◆ **PROBLEM REQUIREMENTS**
Scan the material for the word "names", then return every line where it appears.

◆ **SUPPLIED ENTRIES**
Segment Open

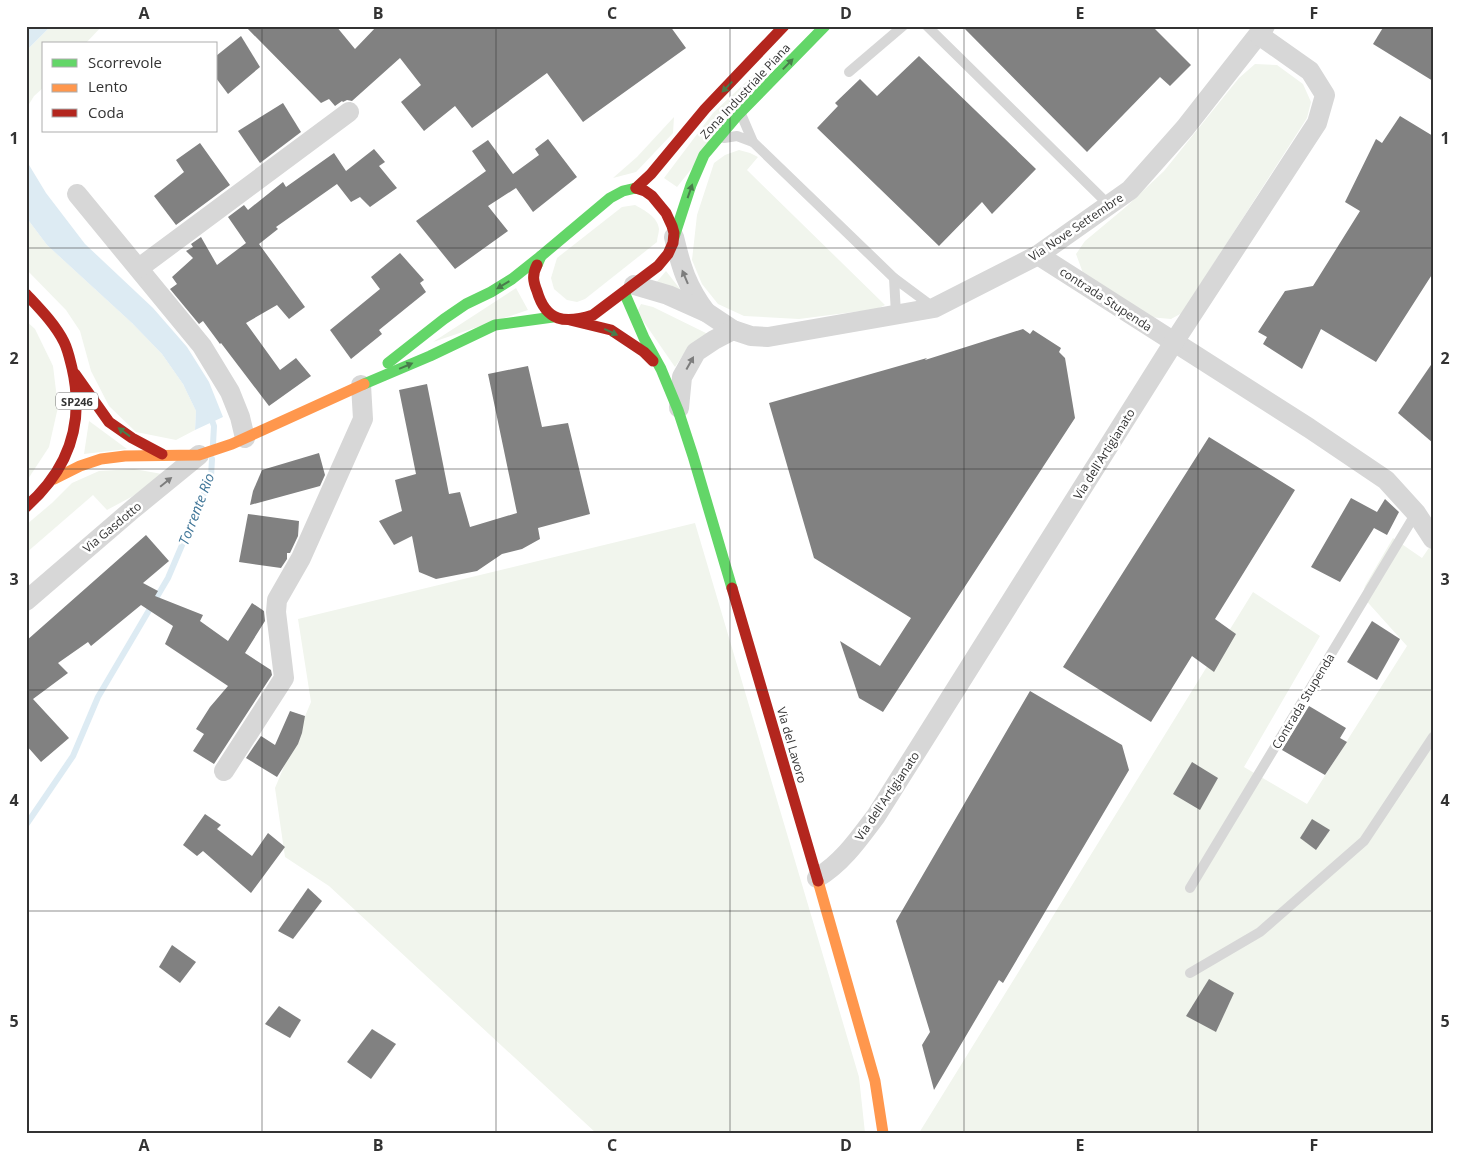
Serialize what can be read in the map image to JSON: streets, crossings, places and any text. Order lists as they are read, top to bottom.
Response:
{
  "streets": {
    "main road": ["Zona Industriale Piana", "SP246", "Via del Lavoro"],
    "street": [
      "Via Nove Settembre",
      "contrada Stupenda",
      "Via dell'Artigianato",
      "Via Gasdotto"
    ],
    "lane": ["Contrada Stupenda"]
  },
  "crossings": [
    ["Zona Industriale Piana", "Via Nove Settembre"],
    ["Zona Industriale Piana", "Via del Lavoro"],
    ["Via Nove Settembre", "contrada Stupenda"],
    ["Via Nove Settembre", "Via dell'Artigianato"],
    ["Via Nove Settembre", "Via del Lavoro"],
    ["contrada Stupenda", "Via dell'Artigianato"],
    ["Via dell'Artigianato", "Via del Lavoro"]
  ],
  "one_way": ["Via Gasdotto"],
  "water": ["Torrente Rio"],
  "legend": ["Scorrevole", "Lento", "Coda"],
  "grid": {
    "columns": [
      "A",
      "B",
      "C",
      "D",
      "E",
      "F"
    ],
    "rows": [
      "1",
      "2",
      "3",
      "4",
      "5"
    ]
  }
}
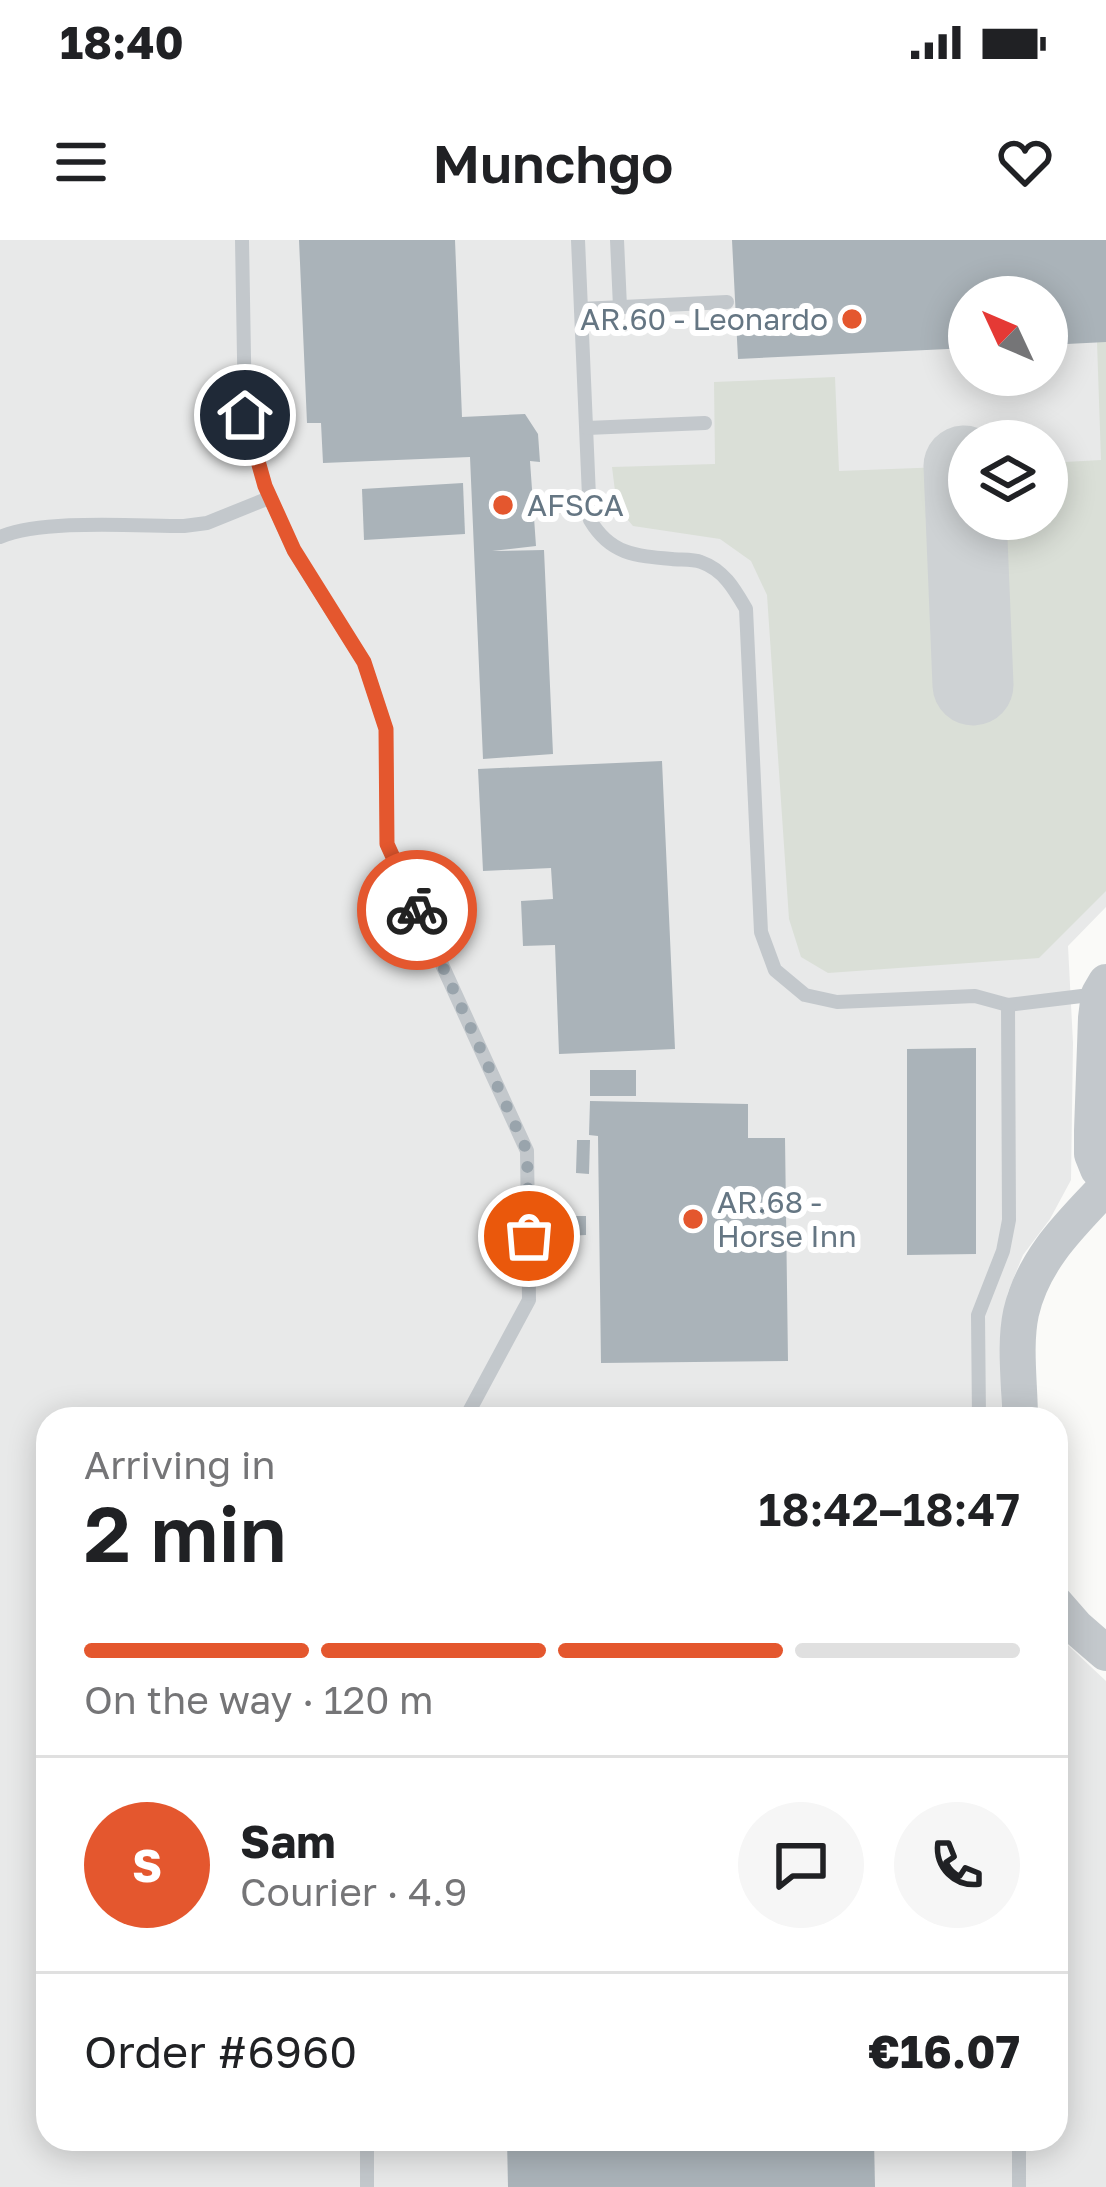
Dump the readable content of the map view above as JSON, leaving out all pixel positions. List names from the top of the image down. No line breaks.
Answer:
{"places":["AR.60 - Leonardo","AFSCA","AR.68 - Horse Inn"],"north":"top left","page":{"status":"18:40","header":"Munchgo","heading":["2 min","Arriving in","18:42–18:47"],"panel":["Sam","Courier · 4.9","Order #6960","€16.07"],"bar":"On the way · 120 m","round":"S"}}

Segment Closed
Segment Open

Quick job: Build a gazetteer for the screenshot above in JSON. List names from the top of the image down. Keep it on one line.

Segment Closed

◆ **WRITTEN SOLUTION**
Dump the readable content of the map view above as JSON, leaving out all pixel positions. List names from the top of the image down. No line breaks.
Quick job: Build a gazetteer for the screenshot above in JSON. List names from the top of the image down. Keep it on one line.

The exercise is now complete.